- Disponible en juillet
- Moteur V8 Diesel turbo à injection directe
- Puissance fiscale : 19 CV
- Prix : 88 600 ¤
Une robe élégante et dynamique, presque sportive, un intérieur dont la qualité des matériaux et des finitions est supérieure à ses concurrentes BMW et Mercedes-Benz, la dernière génération de l'audi A8 est bien née. Un classicisme latin de bon ton a été préservé, loin des audaces stylistiques de BMW ou de la virilité affichée de la Volkswagen Phaeton. Pour ce nouveau modèle V8 TDI, Audi évalue sa part de marché à 65 % des ventes de la gamme A8, un paradoxe lorsque l'on considère le choix économique du gazole.

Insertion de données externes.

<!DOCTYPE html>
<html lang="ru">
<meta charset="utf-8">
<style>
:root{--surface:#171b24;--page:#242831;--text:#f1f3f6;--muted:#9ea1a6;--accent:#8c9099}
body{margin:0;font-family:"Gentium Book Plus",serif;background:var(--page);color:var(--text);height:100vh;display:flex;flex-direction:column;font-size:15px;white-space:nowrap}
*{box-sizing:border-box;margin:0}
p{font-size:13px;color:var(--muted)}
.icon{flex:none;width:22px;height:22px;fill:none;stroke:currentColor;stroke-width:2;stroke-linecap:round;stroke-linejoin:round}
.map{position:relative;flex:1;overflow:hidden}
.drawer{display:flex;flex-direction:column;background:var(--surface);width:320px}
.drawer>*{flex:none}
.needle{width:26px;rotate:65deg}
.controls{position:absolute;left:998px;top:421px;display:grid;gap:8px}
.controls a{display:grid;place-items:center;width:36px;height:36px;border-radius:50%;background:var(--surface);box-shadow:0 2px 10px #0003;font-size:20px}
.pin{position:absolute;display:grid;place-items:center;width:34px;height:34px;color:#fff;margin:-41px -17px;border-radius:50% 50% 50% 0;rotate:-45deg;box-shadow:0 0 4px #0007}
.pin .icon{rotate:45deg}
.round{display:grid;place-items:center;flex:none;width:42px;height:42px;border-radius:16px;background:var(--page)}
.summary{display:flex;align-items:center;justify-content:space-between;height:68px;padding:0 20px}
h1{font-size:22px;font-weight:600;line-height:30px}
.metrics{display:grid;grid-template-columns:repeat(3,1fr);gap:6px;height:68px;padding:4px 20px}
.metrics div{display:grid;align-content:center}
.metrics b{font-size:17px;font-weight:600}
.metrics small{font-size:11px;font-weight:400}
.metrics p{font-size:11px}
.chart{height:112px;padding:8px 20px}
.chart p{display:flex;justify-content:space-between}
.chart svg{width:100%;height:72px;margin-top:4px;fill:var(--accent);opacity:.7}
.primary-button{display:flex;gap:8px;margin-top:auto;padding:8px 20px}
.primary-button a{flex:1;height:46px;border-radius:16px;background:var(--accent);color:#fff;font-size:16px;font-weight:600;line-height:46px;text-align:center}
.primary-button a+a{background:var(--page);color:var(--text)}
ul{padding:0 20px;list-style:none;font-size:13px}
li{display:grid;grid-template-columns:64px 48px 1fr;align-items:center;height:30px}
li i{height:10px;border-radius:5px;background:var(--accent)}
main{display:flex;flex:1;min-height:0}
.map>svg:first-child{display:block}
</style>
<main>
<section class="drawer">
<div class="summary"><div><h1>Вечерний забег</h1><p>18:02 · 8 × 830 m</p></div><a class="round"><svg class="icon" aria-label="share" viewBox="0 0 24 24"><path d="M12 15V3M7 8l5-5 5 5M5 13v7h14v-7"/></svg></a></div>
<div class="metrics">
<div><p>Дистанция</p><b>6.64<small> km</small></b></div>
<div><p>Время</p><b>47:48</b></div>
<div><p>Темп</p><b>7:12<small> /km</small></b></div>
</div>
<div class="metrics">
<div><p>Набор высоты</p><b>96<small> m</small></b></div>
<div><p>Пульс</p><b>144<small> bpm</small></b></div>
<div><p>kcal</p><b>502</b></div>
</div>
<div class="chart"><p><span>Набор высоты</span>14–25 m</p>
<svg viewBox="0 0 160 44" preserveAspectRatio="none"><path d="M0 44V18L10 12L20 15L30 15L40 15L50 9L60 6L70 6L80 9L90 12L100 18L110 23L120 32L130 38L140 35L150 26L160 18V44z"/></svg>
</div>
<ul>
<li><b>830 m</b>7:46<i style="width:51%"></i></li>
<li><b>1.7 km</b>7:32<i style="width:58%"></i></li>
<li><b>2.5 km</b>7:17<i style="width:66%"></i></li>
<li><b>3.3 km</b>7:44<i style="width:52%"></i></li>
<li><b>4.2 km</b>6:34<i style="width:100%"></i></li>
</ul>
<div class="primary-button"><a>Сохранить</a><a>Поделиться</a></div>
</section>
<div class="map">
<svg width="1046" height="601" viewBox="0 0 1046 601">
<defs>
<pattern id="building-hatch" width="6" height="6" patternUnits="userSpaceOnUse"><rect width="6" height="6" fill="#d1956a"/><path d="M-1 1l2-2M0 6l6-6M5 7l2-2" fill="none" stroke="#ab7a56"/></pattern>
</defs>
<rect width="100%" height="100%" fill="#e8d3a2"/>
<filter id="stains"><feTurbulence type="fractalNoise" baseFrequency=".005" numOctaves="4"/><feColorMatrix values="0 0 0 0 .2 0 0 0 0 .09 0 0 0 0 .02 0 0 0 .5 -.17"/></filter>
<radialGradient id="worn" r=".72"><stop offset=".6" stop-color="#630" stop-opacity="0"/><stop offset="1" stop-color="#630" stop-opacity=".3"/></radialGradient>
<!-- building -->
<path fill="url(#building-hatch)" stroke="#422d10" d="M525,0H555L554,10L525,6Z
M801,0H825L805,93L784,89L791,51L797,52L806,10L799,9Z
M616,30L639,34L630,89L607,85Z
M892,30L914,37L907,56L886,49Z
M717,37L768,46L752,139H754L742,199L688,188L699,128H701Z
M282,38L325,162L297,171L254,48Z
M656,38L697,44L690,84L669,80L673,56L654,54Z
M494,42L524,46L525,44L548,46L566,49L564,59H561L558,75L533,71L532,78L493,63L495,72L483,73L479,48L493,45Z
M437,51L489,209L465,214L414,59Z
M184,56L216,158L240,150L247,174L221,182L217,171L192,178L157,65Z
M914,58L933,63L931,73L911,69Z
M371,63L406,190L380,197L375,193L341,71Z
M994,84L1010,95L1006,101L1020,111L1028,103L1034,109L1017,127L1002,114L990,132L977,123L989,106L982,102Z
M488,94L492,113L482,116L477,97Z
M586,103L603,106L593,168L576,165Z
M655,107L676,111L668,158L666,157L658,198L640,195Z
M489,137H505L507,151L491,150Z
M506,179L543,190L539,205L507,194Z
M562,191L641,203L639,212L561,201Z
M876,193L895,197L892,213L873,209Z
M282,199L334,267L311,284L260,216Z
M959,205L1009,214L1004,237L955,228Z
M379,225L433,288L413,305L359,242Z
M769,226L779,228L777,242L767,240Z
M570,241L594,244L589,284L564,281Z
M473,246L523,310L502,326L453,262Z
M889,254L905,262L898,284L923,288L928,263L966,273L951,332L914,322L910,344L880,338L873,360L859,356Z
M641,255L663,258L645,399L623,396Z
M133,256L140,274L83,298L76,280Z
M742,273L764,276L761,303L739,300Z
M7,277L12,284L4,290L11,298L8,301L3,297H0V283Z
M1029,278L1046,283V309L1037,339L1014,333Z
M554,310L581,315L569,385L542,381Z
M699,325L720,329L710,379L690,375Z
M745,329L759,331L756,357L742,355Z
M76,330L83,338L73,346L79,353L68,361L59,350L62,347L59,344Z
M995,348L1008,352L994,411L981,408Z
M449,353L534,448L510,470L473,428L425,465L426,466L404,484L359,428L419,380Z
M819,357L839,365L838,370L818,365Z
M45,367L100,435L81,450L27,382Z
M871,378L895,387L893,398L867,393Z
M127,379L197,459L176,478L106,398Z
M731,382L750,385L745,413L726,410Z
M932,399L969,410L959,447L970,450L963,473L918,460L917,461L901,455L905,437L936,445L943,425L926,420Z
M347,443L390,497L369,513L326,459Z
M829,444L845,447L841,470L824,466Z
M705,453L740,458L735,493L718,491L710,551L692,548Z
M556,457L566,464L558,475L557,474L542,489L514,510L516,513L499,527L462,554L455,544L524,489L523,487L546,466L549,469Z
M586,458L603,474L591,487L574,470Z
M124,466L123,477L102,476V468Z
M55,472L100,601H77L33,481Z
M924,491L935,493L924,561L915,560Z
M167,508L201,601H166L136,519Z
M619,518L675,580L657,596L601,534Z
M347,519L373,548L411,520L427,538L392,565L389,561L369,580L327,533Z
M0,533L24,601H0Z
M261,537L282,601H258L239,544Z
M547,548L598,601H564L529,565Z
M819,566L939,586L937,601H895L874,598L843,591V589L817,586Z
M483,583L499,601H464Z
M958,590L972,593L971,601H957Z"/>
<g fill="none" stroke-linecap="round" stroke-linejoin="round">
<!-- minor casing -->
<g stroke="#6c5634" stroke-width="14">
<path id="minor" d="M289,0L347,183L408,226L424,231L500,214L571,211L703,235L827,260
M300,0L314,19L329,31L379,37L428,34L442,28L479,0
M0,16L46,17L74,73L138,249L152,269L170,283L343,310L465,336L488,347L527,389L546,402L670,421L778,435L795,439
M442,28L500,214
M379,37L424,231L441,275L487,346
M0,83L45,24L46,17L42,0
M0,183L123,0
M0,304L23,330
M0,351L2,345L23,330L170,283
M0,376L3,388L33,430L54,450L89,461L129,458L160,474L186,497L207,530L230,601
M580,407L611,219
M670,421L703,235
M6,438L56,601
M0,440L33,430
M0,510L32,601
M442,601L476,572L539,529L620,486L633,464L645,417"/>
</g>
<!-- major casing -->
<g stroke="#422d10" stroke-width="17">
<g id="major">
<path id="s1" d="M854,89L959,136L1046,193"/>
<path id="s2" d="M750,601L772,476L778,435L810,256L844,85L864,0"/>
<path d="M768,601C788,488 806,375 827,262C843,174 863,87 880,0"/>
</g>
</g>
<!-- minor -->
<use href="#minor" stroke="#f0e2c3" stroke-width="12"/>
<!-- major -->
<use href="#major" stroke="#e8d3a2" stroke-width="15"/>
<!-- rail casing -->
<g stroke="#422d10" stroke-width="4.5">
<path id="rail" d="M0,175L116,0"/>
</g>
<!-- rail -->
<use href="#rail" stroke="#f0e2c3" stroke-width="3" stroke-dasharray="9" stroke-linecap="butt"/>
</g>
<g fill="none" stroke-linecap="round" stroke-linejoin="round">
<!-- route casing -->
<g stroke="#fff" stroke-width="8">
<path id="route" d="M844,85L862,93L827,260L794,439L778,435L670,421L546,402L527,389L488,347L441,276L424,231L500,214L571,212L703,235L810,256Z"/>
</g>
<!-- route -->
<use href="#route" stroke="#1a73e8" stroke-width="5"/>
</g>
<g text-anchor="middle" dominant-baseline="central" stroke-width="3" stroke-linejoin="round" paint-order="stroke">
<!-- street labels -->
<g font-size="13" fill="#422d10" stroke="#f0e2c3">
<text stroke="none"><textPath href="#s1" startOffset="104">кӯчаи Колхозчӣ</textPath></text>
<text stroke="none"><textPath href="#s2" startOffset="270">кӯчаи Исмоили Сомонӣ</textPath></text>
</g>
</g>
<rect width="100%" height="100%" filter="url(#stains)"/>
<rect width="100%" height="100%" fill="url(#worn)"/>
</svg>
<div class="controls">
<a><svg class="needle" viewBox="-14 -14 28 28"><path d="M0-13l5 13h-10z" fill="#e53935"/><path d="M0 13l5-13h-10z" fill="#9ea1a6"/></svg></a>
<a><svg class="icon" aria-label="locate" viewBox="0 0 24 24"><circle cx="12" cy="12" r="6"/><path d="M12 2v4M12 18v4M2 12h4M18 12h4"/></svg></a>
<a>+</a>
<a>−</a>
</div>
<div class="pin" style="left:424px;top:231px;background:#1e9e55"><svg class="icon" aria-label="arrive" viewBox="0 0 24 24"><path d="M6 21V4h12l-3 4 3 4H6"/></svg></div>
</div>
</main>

Si l'on compare l'A8 à sa concurrente maison, on note que ses cotes extérieures sont, à quelques millimètres près, similaires à celles de la Phaeton. Alors que le V10 TDI de 313 ch de cette dernière lui est interdit, Audi a choisi d'accroître la cylindrée du V8 afin de gagner en puissance. Avec un alésage/course de 81 x 95,5 mm, la cylindrée est passée de 3 328 cm3 à 3 936 cm3. La puissance gagne ainsi 50 ch, et le couple progresse de 170 Nm à 650 Nm, d'où le choix d'une boîte à six rapports destinée à absorber avec onctuosité les 275 ch, et surtout ce couple peu commun.
Outre cette augmentation de cylindrée, le V8 reçoit de nombreuses modifications : soupapes actionnées par des linguets à galet à compensation hydraulique, distribution par chaîne, deux nouveaux échangeurs air/air, placés sous chacune des optiques avant, ainsi que l'assistance électrique de la géométrie variable des turbines des deux turbos. Précisons que ce moteur en V inaugure une nouvelle famille de groupes propulseurs qui seront tous dotés d'une distribution par chaîne
(cf. la S4).
Une nouvelle génération d'injection directe par rampe commune a également été adoptée. Il s'agit d'une gestion moteur Bosch EDC 16 dont la pression de préinjection est de 1 600 bars. Nouveauté également, l'utilisation d'injecteurs à sept trous associés à un système d'injection double en fonction de la plage de régime.
Dans la pratique, cette A8 TDI offre un excellent agrément d'utilisation qui se voit toutefois terni par des remontées sonores au ralenti et à allure réduite, tandis que la transmission automatique affiche une certaine paresse dans ses réactions et oblige à utiliser les fonctions manuelles (elle se révèle alors parfaite), ce qui est malgré tout contradictoire avec l'esprit d'une boîte automatique. En dépit de ces deux bémols, l'A8 TDI devance ses deux concurrentes sur de nombreux aspects, et elle offre une image statutaire mise en valeur par un esprit novateur.
Si c'est aux places arrière que l'on apprécie le mieux le confort de cette berline, elle offre néanmoins un réel plaisir de conduite. Sa transmission intégrale lui apporte une stabilité exemplaire dans les courbes rapides tandis que son comportement sur le réseau routier secondaire reste un régal. Sa direction à assistance variable en fonction de la vitesse et de l'angle de braquage, qui demande une rapide accoutumance, se révèle agréable et n'obère pas les sensations indispensables à une conduite dynamique.
Avec ce modèle, Audi rejoint le club très fermé des diesels de luxe aux performances de sportives.